▸ TRY IT
What is expected is a word-for-word copy of all the entries.

▸ MATERIAL SUPPLIED
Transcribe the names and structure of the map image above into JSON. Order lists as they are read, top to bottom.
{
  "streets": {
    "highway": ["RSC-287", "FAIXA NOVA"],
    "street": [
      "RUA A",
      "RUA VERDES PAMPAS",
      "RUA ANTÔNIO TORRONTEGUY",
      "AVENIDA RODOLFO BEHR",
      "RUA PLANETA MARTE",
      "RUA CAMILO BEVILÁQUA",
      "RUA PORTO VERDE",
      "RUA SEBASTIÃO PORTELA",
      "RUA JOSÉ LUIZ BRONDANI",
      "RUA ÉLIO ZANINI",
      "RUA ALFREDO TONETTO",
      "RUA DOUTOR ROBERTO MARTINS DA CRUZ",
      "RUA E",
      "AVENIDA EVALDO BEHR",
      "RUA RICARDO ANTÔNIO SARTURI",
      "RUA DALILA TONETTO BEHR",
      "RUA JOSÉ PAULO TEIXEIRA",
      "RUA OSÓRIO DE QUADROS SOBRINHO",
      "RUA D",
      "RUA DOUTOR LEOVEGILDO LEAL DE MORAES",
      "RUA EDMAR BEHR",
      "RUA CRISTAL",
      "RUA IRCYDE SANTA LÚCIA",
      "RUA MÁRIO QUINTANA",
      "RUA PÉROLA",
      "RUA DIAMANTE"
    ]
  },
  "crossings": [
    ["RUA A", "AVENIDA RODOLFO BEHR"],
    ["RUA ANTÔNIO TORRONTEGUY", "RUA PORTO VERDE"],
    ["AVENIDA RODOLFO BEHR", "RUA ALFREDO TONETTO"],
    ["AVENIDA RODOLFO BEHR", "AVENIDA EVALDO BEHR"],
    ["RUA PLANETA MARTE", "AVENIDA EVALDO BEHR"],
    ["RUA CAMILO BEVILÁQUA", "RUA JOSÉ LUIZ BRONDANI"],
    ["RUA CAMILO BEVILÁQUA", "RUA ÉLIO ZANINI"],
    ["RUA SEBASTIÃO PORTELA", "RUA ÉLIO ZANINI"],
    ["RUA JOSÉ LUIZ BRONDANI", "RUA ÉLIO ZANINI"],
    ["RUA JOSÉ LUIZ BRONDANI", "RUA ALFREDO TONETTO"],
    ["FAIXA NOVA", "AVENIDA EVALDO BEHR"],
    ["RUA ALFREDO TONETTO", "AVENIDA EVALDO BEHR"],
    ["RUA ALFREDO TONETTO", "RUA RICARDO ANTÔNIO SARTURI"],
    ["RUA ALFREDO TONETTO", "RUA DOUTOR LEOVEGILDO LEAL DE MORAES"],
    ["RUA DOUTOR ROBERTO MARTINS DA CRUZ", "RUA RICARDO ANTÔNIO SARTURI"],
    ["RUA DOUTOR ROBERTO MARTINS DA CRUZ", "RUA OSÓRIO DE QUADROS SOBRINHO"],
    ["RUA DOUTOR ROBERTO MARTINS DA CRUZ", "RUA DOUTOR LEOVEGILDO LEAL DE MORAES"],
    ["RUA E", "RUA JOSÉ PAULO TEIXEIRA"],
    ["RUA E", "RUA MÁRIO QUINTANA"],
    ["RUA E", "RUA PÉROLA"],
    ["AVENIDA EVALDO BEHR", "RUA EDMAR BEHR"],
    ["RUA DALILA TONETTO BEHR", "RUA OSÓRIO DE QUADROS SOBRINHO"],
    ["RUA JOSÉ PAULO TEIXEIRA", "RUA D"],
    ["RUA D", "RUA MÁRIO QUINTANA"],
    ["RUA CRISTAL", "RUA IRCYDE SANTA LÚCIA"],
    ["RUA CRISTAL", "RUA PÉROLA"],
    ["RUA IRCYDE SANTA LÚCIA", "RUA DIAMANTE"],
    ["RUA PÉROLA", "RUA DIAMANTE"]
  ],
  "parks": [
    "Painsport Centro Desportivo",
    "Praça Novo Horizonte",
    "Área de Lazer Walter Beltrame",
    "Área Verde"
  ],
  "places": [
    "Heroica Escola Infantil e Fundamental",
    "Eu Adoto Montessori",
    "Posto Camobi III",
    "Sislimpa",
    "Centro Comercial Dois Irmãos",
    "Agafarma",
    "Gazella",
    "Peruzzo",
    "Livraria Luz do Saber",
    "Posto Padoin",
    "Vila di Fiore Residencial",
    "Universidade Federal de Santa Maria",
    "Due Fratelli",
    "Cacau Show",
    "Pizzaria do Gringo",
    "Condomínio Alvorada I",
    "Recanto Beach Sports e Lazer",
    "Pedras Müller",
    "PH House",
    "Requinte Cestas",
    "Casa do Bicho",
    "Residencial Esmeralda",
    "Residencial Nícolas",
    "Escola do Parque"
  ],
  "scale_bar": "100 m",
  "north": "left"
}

▸ SOLUTION FOR THIS EXERCISE
Transcribe the names and structure of the map image above into JSON. Order lists as they are read, top to bottom.
{
  "streets": {
    "highway": ["RSC-287", "FAIXA NOVA"],
    "street": [
      "RUA A",
      "RUA VERDES PAMPAS",
      "RUA ANTÔNIO TORRONTEGUY",
      "AVENIDA RODOLFO BEHR",
      "RUA PLANETA MARTE",
      "RUA CAMILO BEVILÁQUA",
      "RUA PORTO VERDE",
      "RUA SEBASTIÃO PORTELA",
      "RUA JOSÉ LUIZ BRONDANI",
      "RUA ÉLIO ZANINI",
      "RUA ALFREDO TONETTO",
      "RUA DOUTOR ROBERTO MARTINS DA CRUZ",
      "RUA E",
      "AVENIDA EVALDO BEHR",
      "RUA RICARDO ANTÔNIO SARTURI",
      "RUA DALILA TONETTO BEHR",
      "RUA JOSÉ PAULO TEIXEIRA",
      "RUA OSÓRIO DE QUADROS SOBRINHO",
      "RUA D",
      "RUA DOUTOR LEOVEGILDO LEAL DE MORAES",
      "RUA EDMAR BEHR",
      "RUA CRISTAL",
      "RUA IRCYDE SANTA LÚCIA",
      "RUA MÁRIO QUINTANA",
      "RUA PÉROLA",
      "RUA DIAMANTE"
    ]
  },
  "crossings": [
    ["RUA A", "AVENIDA RODOLFO BEHR"],
    ["RUA ANTÔNIO TORRONTEGUY", "RUA PORTO VERDE"],
    ["AVENIDA RODOLFO BEHR", "RUA ALFREDO TONETTO"],
    ["AVENIDA RODOLFO BEHR", "AVENIDA EVALDO BEHR"],
    ["RUA PLANETA MARTE", "AVENIDA EVALDO BEHR"],
    ["RUA CAMILO BEVILÁQUA", "RUA JOSÉ LUIZ BRONDANI"],
    ["RUA CAMILO BEVILÁQUA", "RUA ÉLIO ZANINI"],
    ["RUA SEBASTIÃO PORTELA", "RUA ÉLIO ZANINI"],
    ["RUA JOSÉ LUIZ BRONDANI", "RUA ÉLIO ZANINI"],
    ["RUA JOSÉ LUIZ BRONDANI", "RUA ALFREDO TONETTO"],
    ["FAIXA NOVA", "AVENIDA EVALDO BEHR"],
    ["RUA ALFREDO TONETTO", "AVENIDA EVALDO BEHR"],
    ["RUA ALFREDO TONETTO", "RUA RICARDO ANTÔNIO SARTURI"],
    ["RUA ALFREDO TONETTO", "RUA DOUTOR LEOVEGILDO LEAL DE MORAES"],
    ["RUA DOUTOR ROBERTO MARTINS DA CRUZ", "RUA RICARDO ANTÔNIO SARTURI"],
    ["RUA DOUTOR ROBERTO MARTINS DA CRUZ", "RUA OSÓRIO DE QUADROS SOBRINHO"],
    ["RUA DOUTOR ROBERTO MARTINS DA CRUZ", "RUA DOUTOR LEOVEGILDO LEAL DE MORAES"],
    ["RUA E", "RUA JOSÉ PAULO TEIXEIRA"],
    ["RUA E", "RUA MÁRIO QUINTANA"],
    ["RUA E", "RUA PÉROLA"],
    ["AVENIDA EVALDO BEHR", "RUA EDMAR BEHR"],
    ["RUA DALILA TONETTO BEHR", "RUA OSÓRIO DE QUADROS SOBRINHO"],
    ["RUA JOSÉ PAULO TEIXEIRA", "RUA D"],
    ["RUA D", "RUA MÁRIO QUINTANA"],
    ["RUA CRISTAL", "RUA IRCYDE SANTA LÚCIA"],
    ["RUA CRISTAL", "RUA PÉROLA"],
    ["RUA IRCYDE SANTA LÚCIA", "RUA DIAMANTE"],
    ["RUA PÉROLA", "RUA DIAMANTE"]
  ],
  "parks": [
    "Painsport Centro Desportivo",
    "Praça Novo Horizonte",
    "Área de Lazer Walter Beltrame",
    "Área Verde"
  ],
  "places": [
    "Heroica Escola Infantil e Fundamental",
    "Eu Adoto Montessori",
    "Posto Camobi III",
    "Sislimpa",
    "Centro Comercial Dois Irmãos",
    "Agafarma",
    "Gazella",
    "Peruzzo",
    "Livraria Luz do Saber",
    "Posto Padoin",
    "Vila di Fiore Residencial",
    "Universidade Federal de Santa Maria",
    "Due Fratelli",
    "Cacau Show",
    "Pizzaria do Gringo",
    "Condomínio Alvorada I",
    "Recanto Beach Sports e Lazer",
    "Pedras Müller",
    "PH House",
    "Requinte Cestas",
    "Casa do Bicho",
    "Residencial Esmeralda",
    "Residencial Nícolas",
    "Escola do Parque"
  ],
  "scale_bar": "100 m",
  "north": "left"
}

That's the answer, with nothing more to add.